* _Task details_
Within the data below, determine how many lines contain "JSON" and supply only that figure.
:::
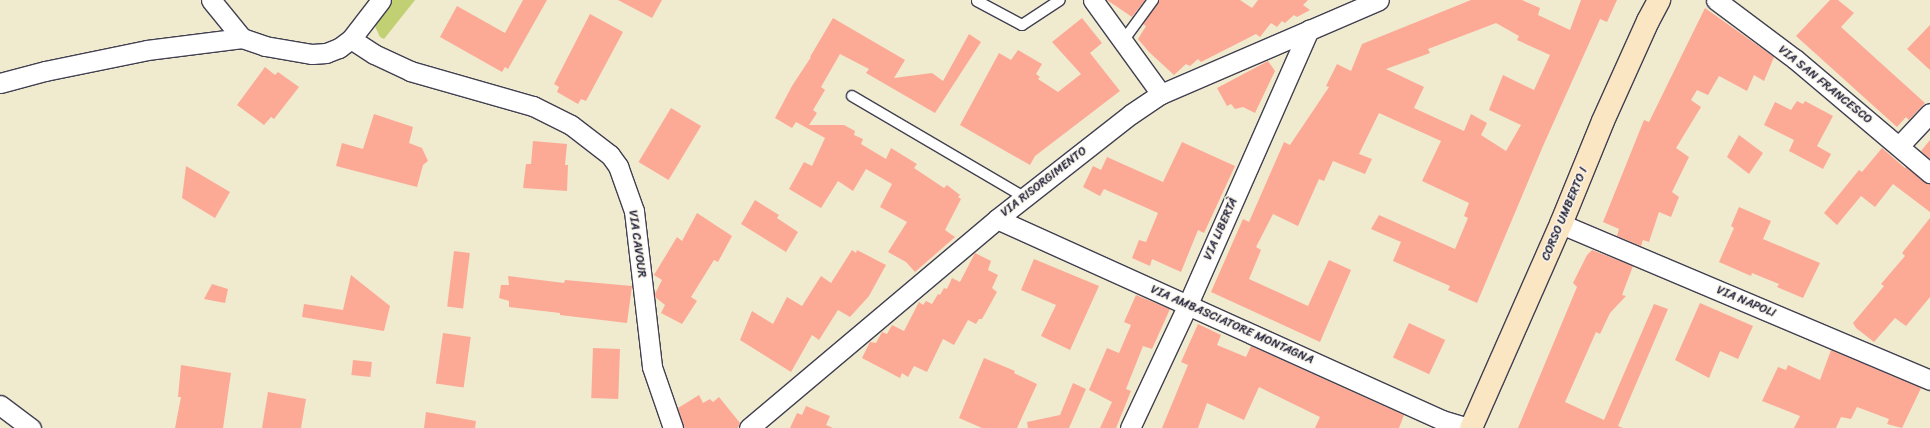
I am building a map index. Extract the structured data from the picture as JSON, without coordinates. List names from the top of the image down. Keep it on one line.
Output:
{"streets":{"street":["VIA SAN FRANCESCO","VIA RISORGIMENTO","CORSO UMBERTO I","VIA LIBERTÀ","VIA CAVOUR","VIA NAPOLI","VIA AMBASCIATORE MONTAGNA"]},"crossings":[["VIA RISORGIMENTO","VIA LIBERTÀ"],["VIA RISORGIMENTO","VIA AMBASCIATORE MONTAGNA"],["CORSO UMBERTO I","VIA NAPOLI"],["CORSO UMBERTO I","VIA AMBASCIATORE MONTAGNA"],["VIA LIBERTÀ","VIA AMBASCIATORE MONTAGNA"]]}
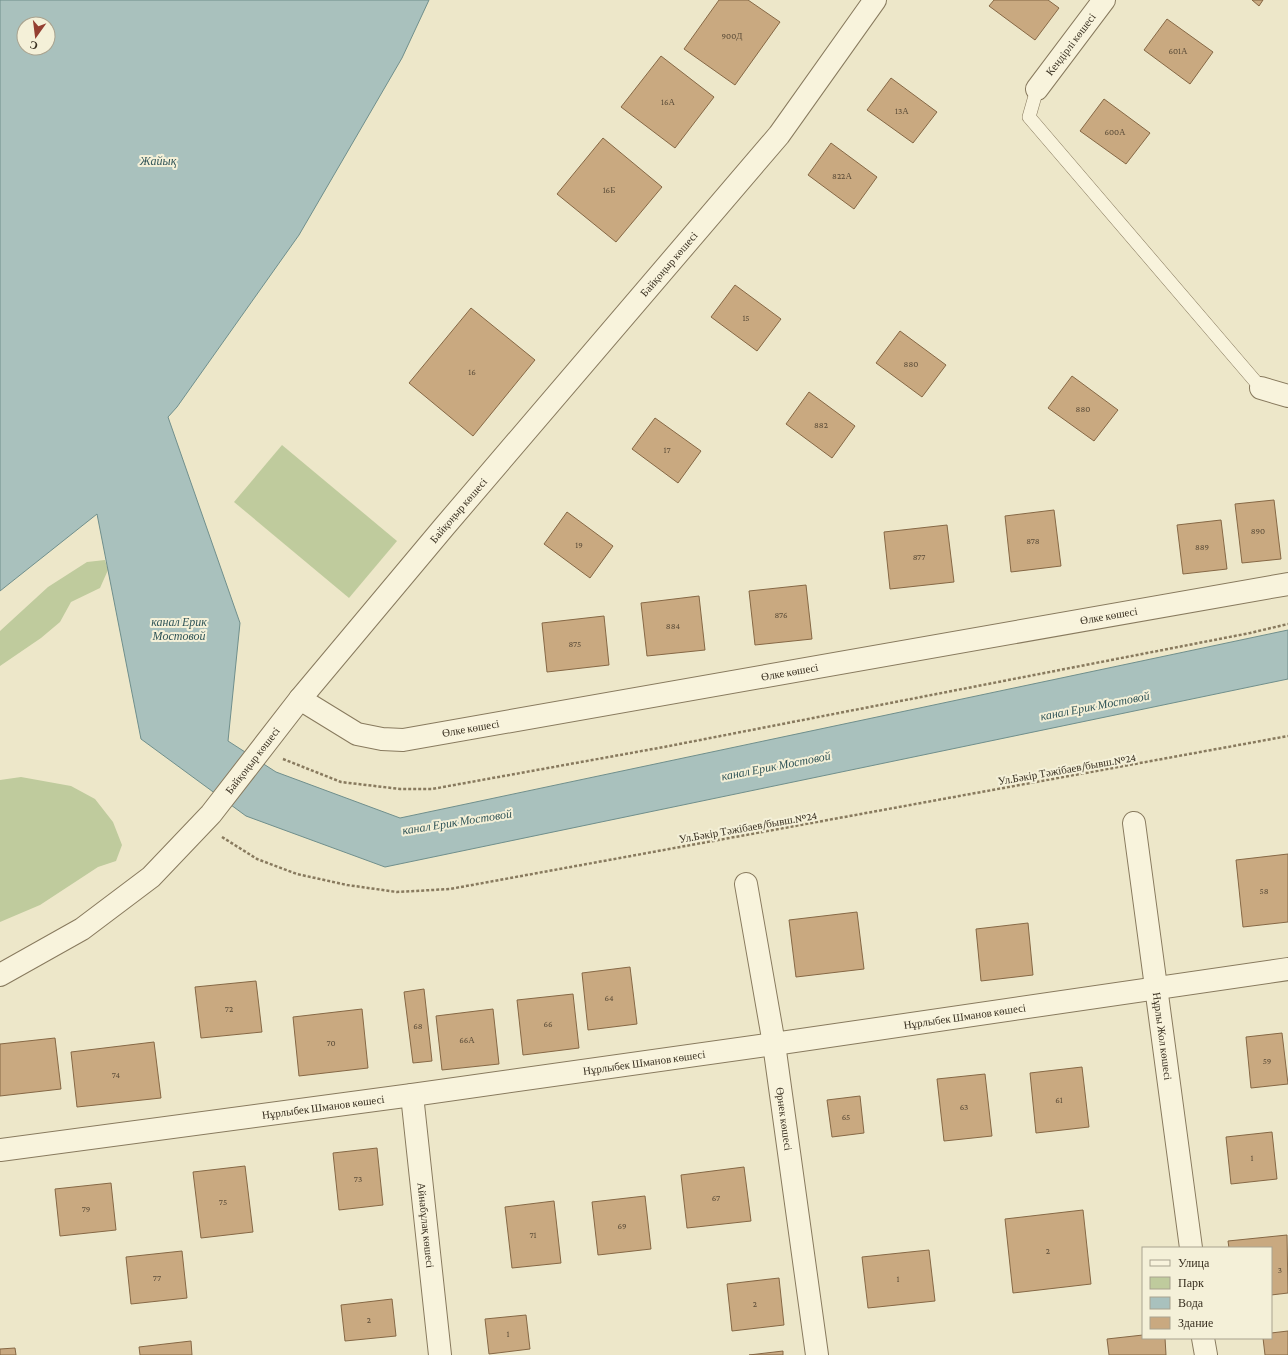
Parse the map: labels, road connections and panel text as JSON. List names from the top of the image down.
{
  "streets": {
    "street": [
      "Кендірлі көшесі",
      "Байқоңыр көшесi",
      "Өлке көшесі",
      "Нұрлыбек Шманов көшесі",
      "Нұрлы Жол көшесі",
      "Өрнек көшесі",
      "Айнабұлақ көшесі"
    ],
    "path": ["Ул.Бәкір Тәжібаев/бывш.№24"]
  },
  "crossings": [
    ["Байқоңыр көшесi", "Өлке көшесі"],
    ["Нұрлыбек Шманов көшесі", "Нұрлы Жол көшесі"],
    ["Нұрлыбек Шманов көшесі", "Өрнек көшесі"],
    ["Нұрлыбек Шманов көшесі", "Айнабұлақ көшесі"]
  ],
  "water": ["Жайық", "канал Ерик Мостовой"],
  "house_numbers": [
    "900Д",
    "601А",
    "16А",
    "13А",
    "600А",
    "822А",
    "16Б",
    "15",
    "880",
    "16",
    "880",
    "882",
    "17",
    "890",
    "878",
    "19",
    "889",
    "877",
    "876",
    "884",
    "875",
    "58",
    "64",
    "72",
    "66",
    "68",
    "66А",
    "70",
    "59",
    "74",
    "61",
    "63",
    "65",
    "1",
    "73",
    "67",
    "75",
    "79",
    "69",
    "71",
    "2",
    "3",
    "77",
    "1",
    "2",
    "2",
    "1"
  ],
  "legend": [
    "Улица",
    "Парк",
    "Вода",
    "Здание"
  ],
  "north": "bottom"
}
:::
* _Response to the task_
2